From School Library Journal
Grade 7 Up-A richly detailed biography that presents a very human portrait of a woman who was devoted to her family and was instilled with a sense of social responsibility. Although this account traces the subject's entire life, it is particularly strong in its depiction of Stowe's battle to juggle her writing career with the demands of six children, the drudgery of 19th-century housework, and the burden of a hypochondriac husband. While the tremendous impact of Uncle Tom's Cabin is cogently stated, Coil does not make this her focus as do many Stowe biographers. The author's lesser-known works, as well as her shifting literary reputation, are also noted. Sixteen pages of clearly reproduced period photographs and illustrations complement the text. This is more personal and insightful than Robert Jakoubek's Harriet Beecher Stowe (Chelsea, 1989).
Pat Katka, San Diego Public LibraryCopyright 1994 Reed Business Information, Inc.
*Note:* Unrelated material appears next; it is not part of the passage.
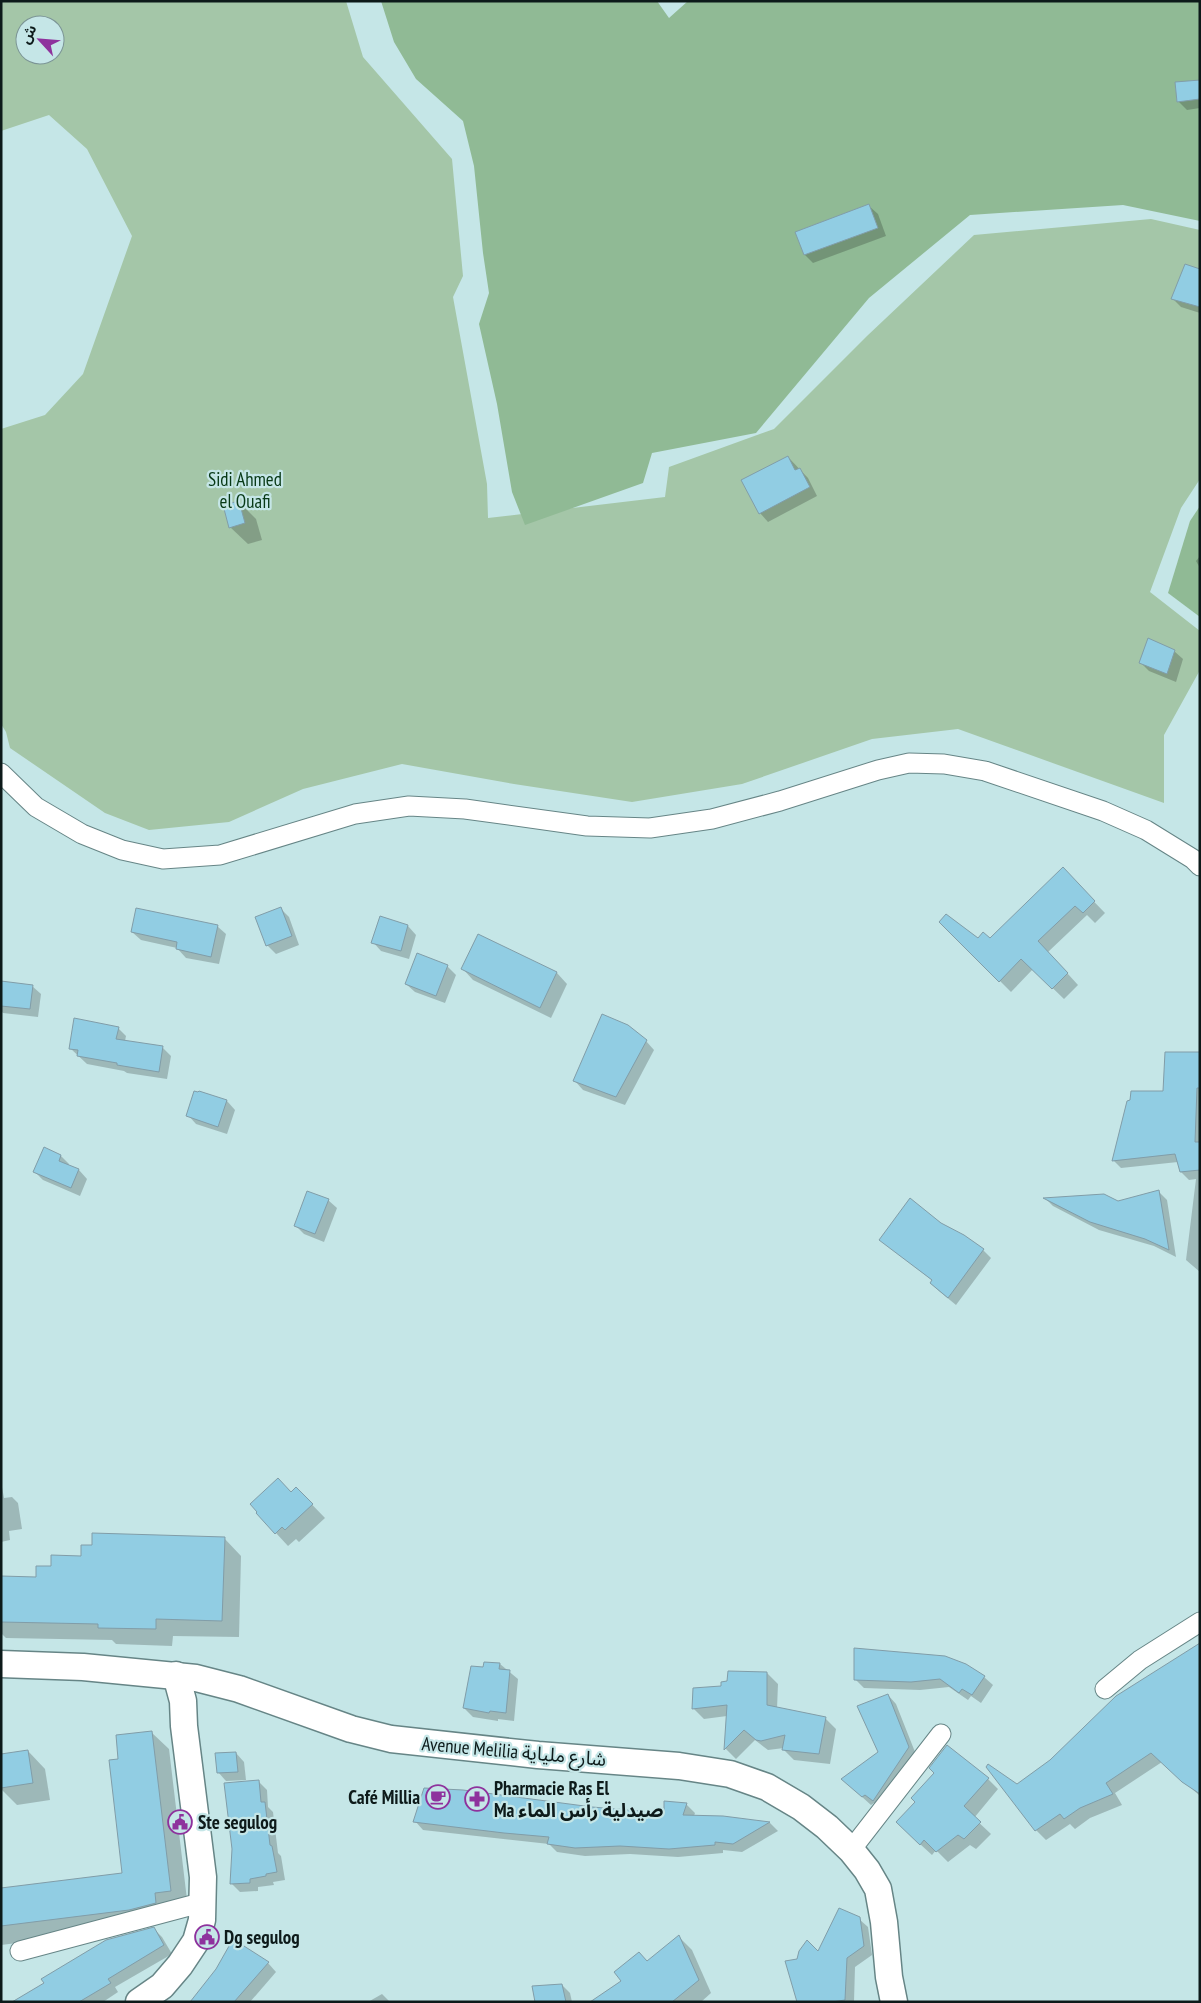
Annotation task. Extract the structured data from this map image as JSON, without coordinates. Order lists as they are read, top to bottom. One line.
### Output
{"streets":{"street":["Avenue Melilia شارع ملياية"]},"parks":["Sidi Ahmed el Ouafi"],"places":{"cafe":["Café Millia"],"pharmacy":["Pharmacie Ras El Ma صيدلية رأس الماء"],"public building":["Ste segulog","Dg segulog"]},"north":"top left"}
Gr. 7-12. Coil's admiring biography of Harriet Beecher Stowe creates a portrait of the celebrated author as a dutiful daughter; a committed abolitionist; a loving wife devoted to an often brilliant but ineffectual husband; and a compulsive, prolific writer who wrote everything from gothic romances to articles on the evils of alcohol in order to support her family. Adding a personal touch to the book are excerpts from Stowe's letters and works, many of which focus on the small hassles of daily life and the frustrations of trying to write. Readers will be most interested in how Stowe came to pen
Uncle Tom's Cabin, and Coil does not disappoint them. She thoroughly documents the writing of the novel, its reception in the South (which prompted Stowe to write
A Key to Uncle Tom's Cabin to verify what she'd written in the novel), and the worldwide response to the book. The biography will be a useful addition to any collection, but it will be particularly helpful to students needing information about the years leading up to the Civil War, the work of the abolitionists, and the novel that "moved the world."